A terceira coisa errada, terrivelmente errada com a imagem é a figura nela retratada. Admitir-se-ia, vá lá, mesmo com a impropriedade da comparação, que Cristo Crucificado fosse comparado com a inocência de uma criança covardemente assassinada. Agora compará-Lo logo com o senhor Luís Inácio…! Ninguém em sã consciência acredita de verdade na inocência do ex-presidente. O máximo a que consegue chegar a militância minimamente pensante é dizer que ele foi condenado sem provas. Ora, qualquer pessoa que tenha uma compreensão ainda que rudimentar de como funciona a justiça sabe que uma coisa é não haver provas e outra, completamente diferente, é o acusado ser inocente. Provas por provas, também não as há de que o goleiro Bruno tenha assassinado Eliza Samudio. Alguém cogitaria retratá-lo de coroa de espinhos na cabeça e protestar contra tão aviltante reencenação do Pretório de Pilatos? Tal não seria profundamente ridículo? E quão ridículo não é o presente protesto, onde as imagens de Cristo e de Lula são colocadas juntas em uma cruz no meio da rua?

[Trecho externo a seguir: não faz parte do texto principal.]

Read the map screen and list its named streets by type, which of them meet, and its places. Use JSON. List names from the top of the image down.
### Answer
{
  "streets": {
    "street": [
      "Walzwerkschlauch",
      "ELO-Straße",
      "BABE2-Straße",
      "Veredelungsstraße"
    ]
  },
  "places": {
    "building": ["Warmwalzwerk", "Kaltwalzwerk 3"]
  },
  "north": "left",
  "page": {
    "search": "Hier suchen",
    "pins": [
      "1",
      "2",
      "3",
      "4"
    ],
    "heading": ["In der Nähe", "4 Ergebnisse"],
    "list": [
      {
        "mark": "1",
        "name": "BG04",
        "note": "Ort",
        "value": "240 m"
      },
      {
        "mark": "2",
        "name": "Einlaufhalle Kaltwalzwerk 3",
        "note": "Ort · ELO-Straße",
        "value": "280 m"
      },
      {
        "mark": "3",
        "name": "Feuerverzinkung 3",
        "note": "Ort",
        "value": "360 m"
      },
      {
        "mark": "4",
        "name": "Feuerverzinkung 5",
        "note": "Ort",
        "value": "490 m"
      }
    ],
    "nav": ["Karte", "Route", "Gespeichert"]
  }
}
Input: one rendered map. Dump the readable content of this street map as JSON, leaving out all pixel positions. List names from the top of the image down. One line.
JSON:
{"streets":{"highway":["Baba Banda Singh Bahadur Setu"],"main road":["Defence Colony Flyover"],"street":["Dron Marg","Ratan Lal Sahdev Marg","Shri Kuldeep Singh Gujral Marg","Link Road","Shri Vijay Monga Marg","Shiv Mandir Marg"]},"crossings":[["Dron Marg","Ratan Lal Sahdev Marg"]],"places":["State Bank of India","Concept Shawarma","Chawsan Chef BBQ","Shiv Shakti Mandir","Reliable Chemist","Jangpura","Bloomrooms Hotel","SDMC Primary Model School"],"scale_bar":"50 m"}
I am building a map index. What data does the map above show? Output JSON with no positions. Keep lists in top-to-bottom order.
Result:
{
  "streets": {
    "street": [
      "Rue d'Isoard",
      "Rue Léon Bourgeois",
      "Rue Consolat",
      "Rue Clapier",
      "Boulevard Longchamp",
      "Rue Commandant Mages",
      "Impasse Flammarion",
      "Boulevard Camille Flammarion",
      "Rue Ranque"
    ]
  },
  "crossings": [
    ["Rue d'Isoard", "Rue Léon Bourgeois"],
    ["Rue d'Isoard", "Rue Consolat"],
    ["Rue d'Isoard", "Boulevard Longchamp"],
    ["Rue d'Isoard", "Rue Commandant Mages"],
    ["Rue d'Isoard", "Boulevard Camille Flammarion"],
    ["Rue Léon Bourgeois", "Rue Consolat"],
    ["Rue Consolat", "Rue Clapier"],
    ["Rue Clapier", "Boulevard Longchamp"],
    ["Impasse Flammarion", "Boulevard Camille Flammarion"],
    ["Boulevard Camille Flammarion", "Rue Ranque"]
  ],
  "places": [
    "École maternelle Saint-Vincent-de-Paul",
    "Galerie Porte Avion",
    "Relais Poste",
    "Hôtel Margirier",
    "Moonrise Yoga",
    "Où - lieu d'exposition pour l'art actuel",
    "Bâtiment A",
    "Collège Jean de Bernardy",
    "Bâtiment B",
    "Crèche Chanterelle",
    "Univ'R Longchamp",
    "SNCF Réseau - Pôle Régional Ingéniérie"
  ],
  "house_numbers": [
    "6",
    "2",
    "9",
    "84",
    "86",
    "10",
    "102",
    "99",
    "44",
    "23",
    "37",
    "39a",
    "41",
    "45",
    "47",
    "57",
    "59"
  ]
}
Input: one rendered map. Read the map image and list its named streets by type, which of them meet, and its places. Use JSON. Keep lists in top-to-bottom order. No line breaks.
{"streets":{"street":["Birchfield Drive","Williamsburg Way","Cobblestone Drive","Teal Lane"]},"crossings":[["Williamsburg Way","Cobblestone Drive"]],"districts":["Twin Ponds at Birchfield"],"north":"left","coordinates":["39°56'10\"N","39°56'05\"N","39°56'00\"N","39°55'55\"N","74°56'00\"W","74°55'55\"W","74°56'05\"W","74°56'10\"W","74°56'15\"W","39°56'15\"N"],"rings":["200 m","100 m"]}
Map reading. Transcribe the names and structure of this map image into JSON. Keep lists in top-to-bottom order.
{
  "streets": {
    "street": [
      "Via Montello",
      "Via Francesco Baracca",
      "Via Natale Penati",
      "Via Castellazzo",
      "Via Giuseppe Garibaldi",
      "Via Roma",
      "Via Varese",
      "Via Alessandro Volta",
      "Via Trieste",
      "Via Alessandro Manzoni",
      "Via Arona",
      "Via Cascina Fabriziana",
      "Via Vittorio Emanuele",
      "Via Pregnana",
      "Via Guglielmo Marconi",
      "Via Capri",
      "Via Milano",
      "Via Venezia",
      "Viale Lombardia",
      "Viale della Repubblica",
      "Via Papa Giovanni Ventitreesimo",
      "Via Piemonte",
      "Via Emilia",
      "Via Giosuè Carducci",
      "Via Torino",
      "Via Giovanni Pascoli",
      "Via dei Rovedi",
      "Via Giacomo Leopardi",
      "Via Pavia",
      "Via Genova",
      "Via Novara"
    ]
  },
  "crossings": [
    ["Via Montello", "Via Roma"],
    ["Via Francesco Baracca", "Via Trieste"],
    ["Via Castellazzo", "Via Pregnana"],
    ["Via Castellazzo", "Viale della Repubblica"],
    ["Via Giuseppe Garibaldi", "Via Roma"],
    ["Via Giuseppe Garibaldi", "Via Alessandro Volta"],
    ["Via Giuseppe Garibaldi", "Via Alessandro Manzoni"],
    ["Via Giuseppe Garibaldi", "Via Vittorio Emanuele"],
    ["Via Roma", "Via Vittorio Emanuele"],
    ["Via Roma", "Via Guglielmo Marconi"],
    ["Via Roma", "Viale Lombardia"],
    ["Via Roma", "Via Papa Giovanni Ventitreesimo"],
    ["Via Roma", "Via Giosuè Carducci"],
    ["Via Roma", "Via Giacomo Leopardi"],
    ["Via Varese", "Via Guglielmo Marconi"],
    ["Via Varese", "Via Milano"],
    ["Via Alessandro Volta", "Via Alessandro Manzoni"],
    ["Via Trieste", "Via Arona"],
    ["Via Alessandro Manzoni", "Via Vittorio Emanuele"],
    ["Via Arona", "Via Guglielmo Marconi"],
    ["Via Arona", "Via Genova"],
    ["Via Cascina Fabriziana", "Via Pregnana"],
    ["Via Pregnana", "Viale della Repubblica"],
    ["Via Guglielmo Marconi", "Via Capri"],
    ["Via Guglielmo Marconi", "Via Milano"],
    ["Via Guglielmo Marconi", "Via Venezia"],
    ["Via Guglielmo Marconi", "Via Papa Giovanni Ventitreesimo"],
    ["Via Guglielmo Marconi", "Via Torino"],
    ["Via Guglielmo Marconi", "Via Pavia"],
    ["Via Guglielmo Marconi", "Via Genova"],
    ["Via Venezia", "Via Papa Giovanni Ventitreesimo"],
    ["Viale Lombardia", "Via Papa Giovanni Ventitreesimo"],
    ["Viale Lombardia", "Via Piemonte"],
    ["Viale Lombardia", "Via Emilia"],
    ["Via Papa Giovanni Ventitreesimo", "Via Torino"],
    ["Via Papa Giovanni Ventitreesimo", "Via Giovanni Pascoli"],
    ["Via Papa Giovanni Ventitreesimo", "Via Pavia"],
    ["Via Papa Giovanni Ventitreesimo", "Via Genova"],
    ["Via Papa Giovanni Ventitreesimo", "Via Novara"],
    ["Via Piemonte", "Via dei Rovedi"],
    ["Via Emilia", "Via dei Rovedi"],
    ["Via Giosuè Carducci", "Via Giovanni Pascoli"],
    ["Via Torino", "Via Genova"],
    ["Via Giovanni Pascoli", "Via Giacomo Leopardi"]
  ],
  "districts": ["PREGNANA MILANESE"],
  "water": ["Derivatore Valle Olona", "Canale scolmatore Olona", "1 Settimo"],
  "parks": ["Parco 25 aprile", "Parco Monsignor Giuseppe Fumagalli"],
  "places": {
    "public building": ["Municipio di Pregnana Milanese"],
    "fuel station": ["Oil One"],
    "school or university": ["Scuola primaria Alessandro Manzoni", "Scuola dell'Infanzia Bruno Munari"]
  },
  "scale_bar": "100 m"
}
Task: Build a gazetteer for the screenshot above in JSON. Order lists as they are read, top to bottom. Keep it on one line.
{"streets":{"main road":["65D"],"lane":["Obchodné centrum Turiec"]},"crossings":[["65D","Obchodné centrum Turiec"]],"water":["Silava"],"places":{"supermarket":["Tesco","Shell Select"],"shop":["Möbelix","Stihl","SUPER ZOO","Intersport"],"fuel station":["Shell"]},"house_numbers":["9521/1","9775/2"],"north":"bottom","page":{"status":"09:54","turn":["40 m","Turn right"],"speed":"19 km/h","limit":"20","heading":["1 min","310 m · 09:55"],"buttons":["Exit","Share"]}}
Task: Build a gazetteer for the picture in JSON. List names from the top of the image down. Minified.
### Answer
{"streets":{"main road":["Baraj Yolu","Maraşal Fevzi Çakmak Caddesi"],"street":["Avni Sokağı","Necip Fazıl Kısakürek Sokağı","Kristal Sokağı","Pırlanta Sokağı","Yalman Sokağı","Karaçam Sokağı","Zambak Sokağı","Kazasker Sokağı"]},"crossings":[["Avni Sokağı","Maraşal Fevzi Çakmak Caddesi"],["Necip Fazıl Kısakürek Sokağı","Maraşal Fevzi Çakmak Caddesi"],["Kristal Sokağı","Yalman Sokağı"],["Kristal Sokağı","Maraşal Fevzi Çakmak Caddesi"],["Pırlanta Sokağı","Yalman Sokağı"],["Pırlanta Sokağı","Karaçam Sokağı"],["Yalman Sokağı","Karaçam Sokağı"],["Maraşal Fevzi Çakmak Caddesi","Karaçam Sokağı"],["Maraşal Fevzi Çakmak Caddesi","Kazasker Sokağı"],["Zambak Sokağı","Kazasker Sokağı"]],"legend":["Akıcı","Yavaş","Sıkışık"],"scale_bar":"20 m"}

A respeito de Cristo não se pode simplesmente dizer que os judeus não se desincumbiram do ônus de provar a sua acusação; no Gólgota a questão era verdadeiramente fática, constitutiva, substancial — não era uma reles questão procedimental! Transformar a Paixão em uma “condenação sem provas” é de um reducionismo tacanho, verdadeiramente inimaginável em épocas mais civilizadas. Os dias atuais, no entanto, sempre surpreendem em matéria de estupidez.
Os inimigos da Igreja gostam de dizer que a religião aliena, e a frase segundo a qual ela seria o ópio do povo tem cada vez mais se tornado um lugar-comum entre as classes soi-disant pensantes. O que se percebe, no entanto, no dia a dia, é justamente o contrário: não é a Cidade de Deus quem aliena, mas sim a Cidade dos Homens. O que torna o homem alheio à realidade a seu redor não é a religião e sim a ideologia política. A triste cena que ilustre este artigo dá, disso, uma demonstração perturbadora.